Stumpflite is a rare platinum-antimonide mineral typically found as microscopic grains within massive sulfide deposits in ultramafic rocks. It is usually identified through polished section microscopy in laboratory settings due to its small crystal size and affinity for other platinum-group minerals.
Is this stumpflite?
5-step field checkRun through these checks against the specimen in your hand. The more boxes tick, the more confident the ID.
- 1Test the hardnessTry to scratch stumpflite with a known reference. Stumpflite sits at Mohs 3 — softer than the next harder reference, harder than the previous one.
- 2Check the streakDrag the specimen across an unglazed porcelain plate. Stumpflite leaves a black streak.
- 3Read the lusterHold the specimen under a strong light. Stumpflite typically shows a metallic luster.
- 4Match the color rangeCompare against the expected color range: white, gray.
- 5Look at form & habitCrystal system: hexagonal. Typical habit: grains, inclusions.
Often confused with
Stumpflite vs. its common look-alikes — and how to tell them apart in the field.
How to tell apart: Geversite is the harder of the two (Mohs 5.5 vs. 3).

How to tell apart: Genkinite is the harder of the two (Mohs 4 vs. 3).

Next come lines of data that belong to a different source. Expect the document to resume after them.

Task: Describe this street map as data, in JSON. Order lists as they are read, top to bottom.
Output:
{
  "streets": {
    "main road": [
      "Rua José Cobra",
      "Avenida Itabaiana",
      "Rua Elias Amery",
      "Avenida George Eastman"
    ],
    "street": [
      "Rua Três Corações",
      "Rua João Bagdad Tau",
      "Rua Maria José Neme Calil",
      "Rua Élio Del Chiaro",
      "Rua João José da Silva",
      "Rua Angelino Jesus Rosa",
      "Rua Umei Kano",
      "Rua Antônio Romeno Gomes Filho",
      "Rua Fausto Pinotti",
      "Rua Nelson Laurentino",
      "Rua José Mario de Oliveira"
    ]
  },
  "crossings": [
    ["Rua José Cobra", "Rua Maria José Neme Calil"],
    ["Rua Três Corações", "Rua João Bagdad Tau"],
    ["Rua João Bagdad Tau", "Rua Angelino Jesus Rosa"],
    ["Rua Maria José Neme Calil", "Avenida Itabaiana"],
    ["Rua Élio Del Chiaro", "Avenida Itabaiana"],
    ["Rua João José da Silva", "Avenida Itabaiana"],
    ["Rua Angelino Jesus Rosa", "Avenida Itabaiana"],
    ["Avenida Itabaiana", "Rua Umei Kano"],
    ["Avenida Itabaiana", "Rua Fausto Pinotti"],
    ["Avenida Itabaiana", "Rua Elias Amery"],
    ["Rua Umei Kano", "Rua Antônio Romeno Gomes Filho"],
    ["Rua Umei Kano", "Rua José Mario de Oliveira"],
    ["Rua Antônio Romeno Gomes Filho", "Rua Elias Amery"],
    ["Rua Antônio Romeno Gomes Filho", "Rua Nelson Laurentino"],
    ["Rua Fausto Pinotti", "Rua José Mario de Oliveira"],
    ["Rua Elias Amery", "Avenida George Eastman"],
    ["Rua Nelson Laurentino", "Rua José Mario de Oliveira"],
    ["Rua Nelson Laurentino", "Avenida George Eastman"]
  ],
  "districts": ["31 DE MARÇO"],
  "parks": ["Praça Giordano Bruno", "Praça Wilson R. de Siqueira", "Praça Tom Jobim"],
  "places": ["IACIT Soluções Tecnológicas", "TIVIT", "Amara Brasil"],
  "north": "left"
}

How to tell apart: Sperrylite is the harder of the two (Mohs 6-7 vs. 3).
Often found alongside stumpflite
Minerals reported to co-occur with stumpflite. Spotting these in float or country rock is a strong cue you are in the right ground.
All properties
- Chemical formula
- Pt(Sb,Bi)
- Mohs hardness
- 3
- Density
- 8.55 g/cm³
- Streak
- Black
- Luster
- Metallic
- Transparency
- Opaque
- Crystal system
- Hexagonal
- Crystal habit
- Grains, Inclusions
- Cleavage
- None
- Rarity
- Rare
- Uses
- Collector
- Host rock
- Ultramafic Igneous Complexes
- Typical price
- $100-500 per specimen
Where rockhounds find stumpflite
Classic worldwide localities
- Driekop mine, South Africa
- Onverwacht pipe, South Africa
- Stillwater complex, USA
- Norilsk, Russia
Field-hunting tip
Look in ultramafic igneous complexes country — that is the host setting where stumpflite typically forms. If you start seeing platinum, cooperite, braggite in float, you are in the right ground. Field specimens usually show a grains, inclusions habit, so train your eye for that shape before scanning the outcrop.